Ve yine öyle bir zaman gelir ki, sonbahar rüzgârları önünde savrulup giden zamana kırılırsınız; acelesi varmış gibi bir daha geri gelmeyecek, bir daha hiç yaşanmayacak yıllarınızı alıp götürdüğü için.
1980 ihtilalinden önce İzmir’in büyük bir ilçesinde bir dönem belediye başkanlığı yapan, Şemikler’in toprak yollu ve çivit badanalı kerpiç evlerinin duvar diplerine gazoz kapağı ve misket oynayarak büyüdüğüm çocukluk arkadaşımla, yağmurlu bir akşamüstü elinde şemsiyesiyle otobüs durağında karşılaşmıştık.
Birkaç dakika sonra durağa yanaşan belediye otobüsüne 65 yaş ücretsiz biniş kartını göstererek binmişti. O an, Belediye Başkanı olduğu yıllarda forslu lüks makam arabasıyla kent sokaklarında dolaştığı günler gözlerimin önünden bir film şeridi gibi gelip geçmişti.
Kartını tekrar cebine koyarken, onun için duygulandığımı fark edince kulağıma doğru hafifçe eğilip, “ Üzülme geçmiş günler artık geçmişte kaldı.” Diye fısıldayarak beni teselli etmek istemişti. Nerden bilecektim, meğer o gün onu son görüşüm olmuştu. Birkaç ay sonra aniden yaşama veda edip gitmişti.

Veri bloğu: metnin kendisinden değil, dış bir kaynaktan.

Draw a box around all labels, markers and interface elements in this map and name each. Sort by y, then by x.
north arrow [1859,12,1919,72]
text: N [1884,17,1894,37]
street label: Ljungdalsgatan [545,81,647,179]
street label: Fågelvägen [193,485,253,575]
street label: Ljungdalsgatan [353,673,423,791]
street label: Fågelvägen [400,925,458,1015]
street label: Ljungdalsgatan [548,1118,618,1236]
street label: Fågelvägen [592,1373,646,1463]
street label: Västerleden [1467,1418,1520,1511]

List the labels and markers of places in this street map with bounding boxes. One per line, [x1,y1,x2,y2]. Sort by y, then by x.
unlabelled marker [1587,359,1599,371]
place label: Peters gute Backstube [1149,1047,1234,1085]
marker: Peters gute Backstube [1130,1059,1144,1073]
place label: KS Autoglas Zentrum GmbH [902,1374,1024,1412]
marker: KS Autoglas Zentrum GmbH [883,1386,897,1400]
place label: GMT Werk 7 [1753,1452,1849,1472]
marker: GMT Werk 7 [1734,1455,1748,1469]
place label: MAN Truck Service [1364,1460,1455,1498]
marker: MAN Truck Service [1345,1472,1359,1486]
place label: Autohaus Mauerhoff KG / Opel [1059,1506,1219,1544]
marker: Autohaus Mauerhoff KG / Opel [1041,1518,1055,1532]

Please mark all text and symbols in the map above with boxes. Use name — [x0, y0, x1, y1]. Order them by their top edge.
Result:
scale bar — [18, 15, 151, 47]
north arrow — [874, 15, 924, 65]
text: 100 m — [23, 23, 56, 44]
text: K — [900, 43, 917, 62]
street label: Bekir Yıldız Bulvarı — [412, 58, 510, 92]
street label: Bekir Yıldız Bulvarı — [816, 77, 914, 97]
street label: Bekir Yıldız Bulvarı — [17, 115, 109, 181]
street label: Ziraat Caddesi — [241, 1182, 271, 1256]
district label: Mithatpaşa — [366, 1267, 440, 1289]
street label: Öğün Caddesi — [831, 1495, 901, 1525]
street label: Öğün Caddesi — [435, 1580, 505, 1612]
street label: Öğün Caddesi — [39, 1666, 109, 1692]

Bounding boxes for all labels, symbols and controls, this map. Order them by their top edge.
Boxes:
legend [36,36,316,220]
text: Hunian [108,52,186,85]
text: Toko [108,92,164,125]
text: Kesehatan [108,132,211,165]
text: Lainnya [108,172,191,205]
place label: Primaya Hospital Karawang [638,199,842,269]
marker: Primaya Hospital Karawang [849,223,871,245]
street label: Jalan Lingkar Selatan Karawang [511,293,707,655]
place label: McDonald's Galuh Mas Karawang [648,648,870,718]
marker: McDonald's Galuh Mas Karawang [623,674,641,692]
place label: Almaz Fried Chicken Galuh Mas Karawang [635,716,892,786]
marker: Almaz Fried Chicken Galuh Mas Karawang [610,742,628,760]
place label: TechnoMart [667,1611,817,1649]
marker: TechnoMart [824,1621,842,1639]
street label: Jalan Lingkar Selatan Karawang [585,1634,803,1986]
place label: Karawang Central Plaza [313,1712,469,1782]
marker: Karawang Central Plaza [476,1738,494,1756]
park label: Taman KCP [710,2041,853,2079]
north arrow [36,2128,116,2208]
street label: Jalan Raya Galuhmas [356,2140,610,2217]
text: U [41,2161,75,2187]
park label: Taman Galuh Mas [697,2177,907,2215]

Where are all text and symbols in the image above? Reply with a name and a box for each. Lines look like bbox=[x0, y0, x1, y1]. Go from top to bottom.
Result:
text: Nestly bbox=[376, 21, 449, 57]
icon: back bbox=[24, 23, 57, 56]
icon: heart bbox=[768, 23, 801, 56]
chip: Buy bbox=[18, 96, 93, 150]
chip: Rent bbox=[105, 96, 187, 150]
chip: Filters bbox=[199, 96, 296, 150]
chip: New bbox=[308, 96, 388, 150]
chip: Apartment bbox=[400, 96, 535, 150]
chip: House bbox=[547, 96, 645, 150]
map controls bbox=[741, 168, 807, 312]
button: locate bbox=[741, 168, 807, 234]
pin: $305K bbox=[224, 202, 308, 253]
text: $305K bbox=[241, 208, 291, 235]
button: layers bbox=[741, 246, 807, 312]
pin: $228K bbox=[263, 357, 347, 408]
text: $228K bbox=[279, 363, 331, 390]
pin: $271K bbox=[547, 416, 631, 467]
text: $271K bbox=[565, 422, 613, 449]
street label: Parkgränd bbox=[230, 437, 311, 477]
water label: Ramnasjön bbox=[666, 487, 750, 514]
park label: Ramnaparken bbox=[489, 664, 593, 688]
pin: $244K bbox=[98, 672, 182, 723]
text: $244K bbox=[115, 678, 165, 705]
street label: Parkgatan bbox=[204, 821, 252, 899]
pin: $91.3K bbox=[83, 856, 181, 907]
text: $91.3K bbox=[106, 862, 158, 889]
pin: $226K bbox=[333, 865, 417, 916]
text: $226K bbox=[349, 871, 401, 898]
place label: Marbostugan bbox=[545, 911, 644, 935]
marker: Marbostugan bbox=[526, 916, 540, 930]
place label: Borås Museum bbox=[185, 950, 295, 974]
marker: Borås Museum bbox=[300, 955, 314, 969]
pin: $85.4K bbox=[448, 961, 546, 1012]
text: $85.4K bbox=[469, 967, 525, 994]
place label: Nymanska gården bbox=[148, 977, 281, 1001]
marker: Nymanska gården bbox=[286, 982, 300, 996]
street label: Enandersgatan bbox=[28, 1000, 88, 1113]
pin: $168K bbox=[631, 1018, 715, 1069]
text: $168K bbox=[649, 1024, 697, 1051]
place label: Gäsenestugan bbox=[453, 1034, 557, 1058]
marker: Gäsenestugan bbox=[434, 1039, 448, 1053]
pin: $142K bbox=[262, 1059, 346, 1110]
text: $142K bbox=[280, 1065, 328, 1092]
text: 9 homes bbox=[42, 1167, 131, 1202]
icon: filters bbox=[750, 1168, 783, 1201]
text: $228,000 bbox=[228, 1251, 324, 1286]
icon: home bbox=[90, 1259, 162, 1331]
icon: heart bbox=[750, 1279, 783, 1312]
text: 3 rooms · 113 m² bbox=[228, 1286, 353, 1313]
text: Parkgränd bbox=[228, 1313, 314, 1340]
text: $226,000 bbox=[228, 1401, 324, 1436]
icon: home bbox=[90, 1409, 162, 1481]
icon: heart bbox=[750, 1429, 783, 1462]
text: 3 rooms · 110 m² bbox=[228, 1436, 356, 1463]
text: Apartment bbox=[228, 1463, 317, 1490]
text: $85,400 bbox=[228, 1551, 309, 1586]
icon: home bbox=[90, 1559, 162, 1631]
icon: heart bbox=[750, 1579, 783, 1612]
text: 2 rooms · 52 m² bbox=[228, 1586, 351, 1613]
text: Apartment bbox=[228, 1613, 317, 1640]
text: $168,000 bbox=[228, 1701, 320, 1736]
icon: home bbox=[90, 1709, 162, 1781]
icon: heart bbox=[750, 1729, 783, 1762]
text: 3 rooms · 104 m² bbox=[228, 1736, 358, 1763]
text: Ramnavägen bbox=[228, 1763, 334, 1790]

Belediye Başkanı iken karşısında ceketinin düğmesini ilikleyerek saygı gösterisi yapanların, evet efendimci tavırlarıyla önünde eğilip bükülenlerin çoğu, 1980 darbesinde, bütün Belediye Başkanları gibi görevinden alındıktan sonra kendisini hiç arayıp sormamıştı.
Herhangi bir yerde karşılaştıklarıyla kısa bir süre olsa ayaküstü selamlaşmayı görüşmeyi çok istediği halde onu görmemezlikten gelenlere, karşılaşmamak için yolunu değiştirenlere ve böylesine küçücük bir vefayı kendisine çok görenlere üzülürdü.
Sözün özü:
Hatırlanmak ve aranıp sorulmak, bir insan için yaşamının en büyük ödülüdür.